Bertema “Aset Kripto dan Kecerdasan Buatan - Membangun Perangkat Integrasi bagi Mahasiswa”, acara ini menarik perhatian khusus dari kalangan akademisi dan mahasiswa, menekankan urgensi penyiapan sumber daya manusia berkualitas tinggi yang siap menghadapi era integrasi digital.
Berikan siswa akses awal
Dr. Ngo Minh Hai, Wakil Presiden UEF, menegaskan peran perintis institusi pendidikan tinggi dalam mendekatkan blockchain dan AI kepada mahasiswa. "Membekali mahasiswa secara proaktif dengan pengetahuan fundamental dan mendalam tentang blockchain dan AI tidak hanya untuk tetap terdepan dalam tren, tetapi juga untuk membangun pola pikir karier yang solid dalam lingkungan ekonomi digital yang volatil," tegasnya.

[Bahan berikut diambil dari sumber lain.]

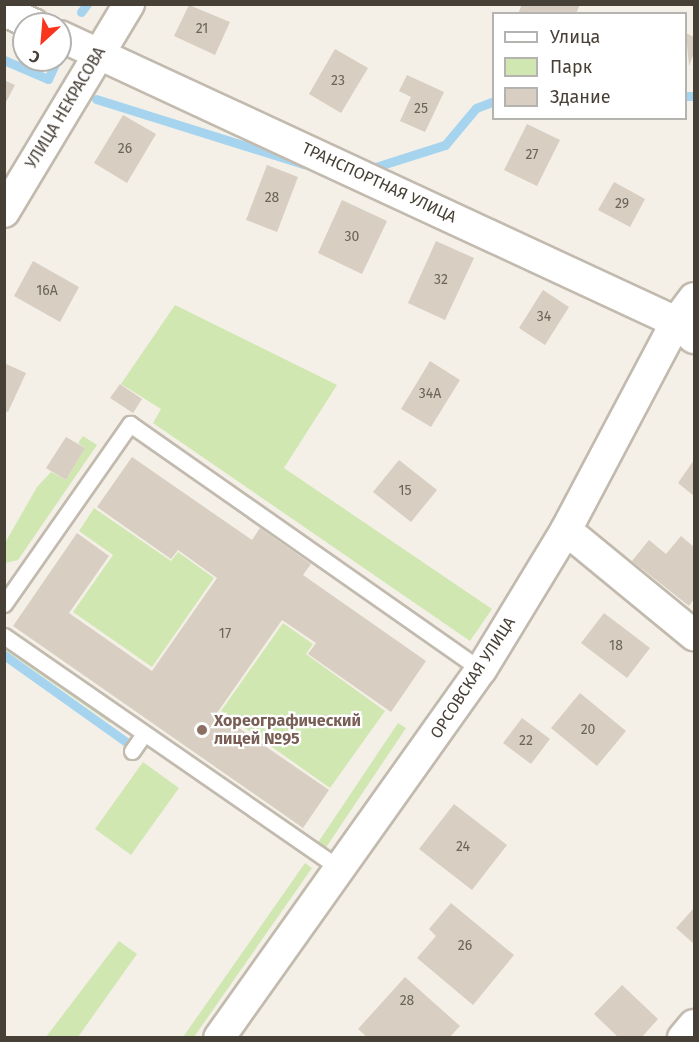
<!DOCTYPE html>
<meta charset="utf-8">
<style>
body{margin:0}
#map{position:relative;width:699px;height:1042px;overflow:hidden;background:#f4f0e8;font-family:"Fira Sans",sans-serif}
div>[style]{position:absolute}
.green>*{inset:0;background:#d1e7b2}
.stream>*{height:9px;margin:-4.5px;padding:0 4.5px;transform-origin:4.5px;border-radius:4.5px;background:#a6d4ef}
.building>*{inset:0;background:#d8cec1}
.roads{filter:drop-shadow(2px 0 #c2baae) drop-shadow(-2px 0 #c2baae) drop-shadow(0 2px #c2baae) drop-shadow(0 -2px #c2baae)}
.lane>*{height:15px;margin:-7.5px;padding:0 7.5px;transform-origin:7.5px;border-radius:7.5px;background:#fff}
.street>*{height:30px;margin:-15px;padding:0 15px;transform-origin:15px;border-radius:15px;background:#fff}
.dots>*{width:16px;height:16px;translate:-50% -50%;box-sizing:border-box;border:3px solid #fff;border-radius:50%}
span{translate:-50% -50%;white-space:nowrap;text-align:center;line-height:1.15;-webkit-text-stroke:4.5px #fff;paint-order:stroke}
.number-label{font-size:14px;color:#6b645a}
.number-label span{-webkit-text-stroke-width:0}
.street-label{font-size:16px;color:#474037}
.education-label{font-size:16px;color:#785e54;font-weight:700}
.left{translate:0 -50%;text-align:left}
.frame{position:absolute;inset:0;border:6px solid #474037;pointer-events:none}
.legend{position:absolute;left:492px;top:12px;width:195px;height:108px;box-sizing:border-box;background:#fff;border:2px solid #b5b3af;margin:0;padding:8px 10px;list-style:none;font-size:18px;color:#474037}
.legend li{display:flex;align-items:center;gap:12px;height:30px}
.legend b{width:30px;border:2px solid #b5b3af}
.north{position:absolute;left:12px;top:12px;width:60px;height:60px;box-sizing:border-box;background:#fff;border:2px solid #b5b3af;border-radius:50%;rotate:206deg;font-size:16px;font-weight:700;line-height:24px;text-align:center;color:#474037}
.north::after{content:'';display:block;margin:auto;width:21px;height:27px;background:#f7361d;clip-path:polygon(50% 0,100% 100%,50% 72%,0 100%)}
</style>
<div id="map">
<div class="green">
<div style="clip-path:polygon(175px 305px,337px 385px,284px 468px,492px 609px,470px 641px,153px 423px,161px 409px,121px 384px)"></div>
<div style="clip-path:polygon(83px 436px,97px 445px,18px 560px,5px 563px,5px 543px,37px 487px,51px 472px,66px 480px,85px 448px,78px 443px)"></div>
<div style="clip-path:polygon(94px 508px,171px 561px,178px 552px,214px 578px,152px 667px,73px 612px,113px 555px,79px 531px)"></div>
<div style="clip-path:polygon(283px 623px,313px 644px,306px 654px,385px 711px,330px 788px,221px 711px)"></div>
<div style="clip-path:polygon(4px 644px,112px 719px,110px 723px,5px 650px)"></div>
<div style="clip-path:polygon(398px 723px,406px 728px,325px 849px,317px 844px)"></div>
<div style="clip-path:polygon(143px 762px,179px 788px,131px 855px,95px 829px)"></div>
<div style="clip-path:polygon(305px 863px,312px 868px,194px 1037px,183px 1037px)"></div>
<div style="clip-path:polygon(119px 941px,137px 954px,78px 1037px,46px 1037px)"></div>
</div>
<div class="stream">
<div style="left:81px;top:12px;width:10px;rotate:-53deg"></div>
<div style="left:4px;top:60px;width:48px;rotate:23.4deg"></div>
<div style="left:48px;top:79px;width:21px;rotate:-65deg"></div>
<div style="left:686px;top:96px;width:8px"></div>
<div style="left:96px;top:99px;width:218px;rotate:17.4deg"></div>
<div style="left:366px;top:170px;width:83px;rotate:-17.6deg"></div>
<div style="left:445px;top:145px;width:48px;rotate:-50deg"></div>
<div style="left:476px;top:108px;width:19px;rotate:-21deg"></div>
<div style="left:4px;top:655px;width:152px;rotate:35.4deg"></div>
</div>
<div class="building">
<div style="clip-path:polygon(522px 4px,580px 4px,576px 14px,518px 14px)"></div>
<div style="clip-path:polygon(189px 5px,230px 22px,215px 55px,174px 36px)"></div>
<div style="clip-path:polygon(686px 33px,694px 37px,694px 53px,689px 66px)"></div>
<div style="clip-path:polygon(335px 49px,368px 68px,341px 113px,309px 94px)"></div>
<div style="clip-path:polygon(407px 75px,444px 92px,425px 132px,400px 121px,411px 97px,399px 91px)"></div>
<div style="clip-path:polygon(4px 80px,15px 85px,4px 106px)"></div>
<div style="clip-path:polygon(123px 115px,156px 134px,127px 183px,94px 163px)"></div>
<div style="clip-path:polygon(527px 124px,560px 140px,537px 186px,504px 170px)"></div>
<div style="clip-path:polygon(267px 165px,298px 177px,277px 232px,246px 220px)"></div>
<div style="clip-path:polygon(614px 182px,645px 199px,630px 227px,598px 210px)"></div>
<div style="clip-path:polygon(342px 200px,387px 221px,362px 274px,318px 253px)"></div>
<div style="clip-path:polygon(436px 241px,474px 258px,445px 320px,408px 303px)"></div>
<div style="clip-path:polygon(33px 261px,79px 287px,60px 322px,14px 296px)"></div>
<div style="clip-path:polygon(543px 290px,569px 307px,545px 345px,519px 328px)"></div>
<div style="clip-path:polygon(430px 361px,460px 380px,431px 427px,401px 409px)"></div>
<div style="clip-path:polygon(4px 363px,26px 373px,8px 412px,4px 411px)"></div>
<div style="clip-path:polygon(120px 384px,142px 399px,133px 413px,110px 398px)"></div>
<div style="clip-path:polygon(66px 437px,85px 448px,66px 480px,46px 468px)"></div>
<div style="clip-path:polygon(132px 457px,252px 540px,260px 528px,311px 564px,303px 575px,426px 661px,391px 712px,308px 654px,316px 643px,282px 620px,217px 713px,329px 790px,303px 828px,13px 626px,77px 533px,109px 556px,69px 613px,152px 671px,217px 578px,178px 550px,171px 559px,97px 507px)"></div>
<div style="clip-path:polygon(399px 460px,437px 490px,411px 522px,373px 492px)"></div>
<div style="clip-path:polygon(694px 460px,694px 496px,678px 483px)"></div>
<div style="clip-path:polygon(681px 536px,694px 547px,694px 599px,689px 606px,632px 561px,649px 540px,666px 554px)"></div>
<div style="clip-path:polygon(604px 613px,650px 648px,627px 678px,581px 643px)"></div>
<div style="clip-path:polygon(580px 693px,626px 731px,597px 766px,551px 728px)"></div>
<div style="clip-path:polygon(522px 718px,550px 739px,531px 764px,503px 743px)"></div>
<div style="clip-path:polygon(454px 804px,507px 845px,472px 890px,419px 849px)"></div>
<div style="clip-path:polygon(451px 903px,514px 955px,473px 1005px,417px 958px,436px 936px,429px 929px)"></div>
<div style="clip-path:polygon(694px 908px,694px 944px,676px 928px)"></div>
<div style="clip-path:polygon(405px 977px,460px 1026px,449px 1038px,368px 1038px,358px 1029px)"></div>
<div style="clip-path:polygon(622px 985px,658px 1019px,641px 1038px,619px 1038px,594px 1014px)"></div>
</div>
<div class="roads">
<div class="lane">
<div style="left:4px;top:604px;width:220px;rotate:-55deg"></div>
<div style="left:130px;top:424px;width:429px;rotate:35deg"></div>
<div style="left:4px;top:636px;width:410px;rotate:34.7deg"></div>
<div style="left:132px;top:751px;width:21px;rotate:-55deg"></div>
</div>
<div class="street">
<div style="left:4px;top:11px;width:32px;rotate:24deg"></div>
<div style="left:60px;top:36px;width:679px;rotate:24.9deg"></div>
<div style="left:676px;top:322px;width:24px;rotate:42deg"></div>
<div style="left:4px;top:212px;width:243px;rotate:-59deg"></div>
<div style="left:566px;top:530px;width:166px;rotate:39.4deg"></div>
<div style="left:219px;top:1038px;width:452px;rotate:-54.6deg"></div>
<div style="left:481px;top:670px;width:164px;rotate:-58.7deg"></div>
<div style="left:566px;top:530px;width:235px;rotate:-62.1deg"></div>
<div style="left:676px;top:322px;width:30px;rotate:-53deg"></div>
<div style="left:683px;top:1038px;width:17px;rotate:-50deg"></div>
</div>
</div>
<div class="dots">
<div style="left:202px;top:730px;background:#8d6e63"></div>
</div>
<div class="number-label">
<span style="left:202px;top:29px">21</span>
<span style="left:338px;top:81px">23</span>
<span style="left:421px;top:109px">25</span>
<span style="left:125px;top:149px">26</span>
<span style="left:532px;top:155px">27</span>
<span style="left:272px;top:198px">28</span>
<span style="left:622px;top:204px">29</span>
<span style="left:352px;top:237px">30</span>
<span style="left:441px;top:280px">32</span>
<span style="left:47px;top:291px">16А</span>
<span style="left:544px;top:317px">34</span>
<span style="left:430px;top:394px">34А</span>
<span style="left:405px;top:491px">15</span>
<span style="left:225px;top:634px">17</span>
<span style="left:616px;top:646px">18</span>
<span style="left:588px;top:730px">20</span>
<span style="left:526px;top:741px">22</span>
<span style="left:463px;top:847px">24</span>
<span style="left:465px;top:946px">26</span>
<span style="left:407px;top:1001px">28</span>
</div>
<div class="street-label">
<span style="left:66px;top:108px;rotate:-59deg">УЛИЦА НЕКРАСОВА</span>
<span style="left:379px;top:183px;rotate:25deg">ТРАНСПОРТНАЯ УЛИЦА</span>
<span style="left:473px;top:678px;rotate:-57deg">ОРСОВСКАЯ УЛИЦА</span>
</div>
<div class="education-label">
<span class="left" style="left:214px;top:730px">Хореографический<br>лицей №95</span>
</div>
<div class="frame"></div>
<ul class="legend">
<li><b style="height:8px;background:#fff"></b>Улица</li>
<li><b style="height:16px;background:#d1e7b2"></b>Парк</li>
<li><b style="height:16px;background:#d8cec1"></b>Здание</li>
</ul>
<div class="north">С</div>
</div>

Menurut Dr. Ngo Minh Hai, sekolah menganggap inovasi teknologi sebagai pendorong utama pengembangan, dan persyaratan strategisnya adalah menghubungkan erat pelatihan akademis dengan praktik pasar, membantu siswa agar mampu mengidentifikasi peluang dan risiko di era data.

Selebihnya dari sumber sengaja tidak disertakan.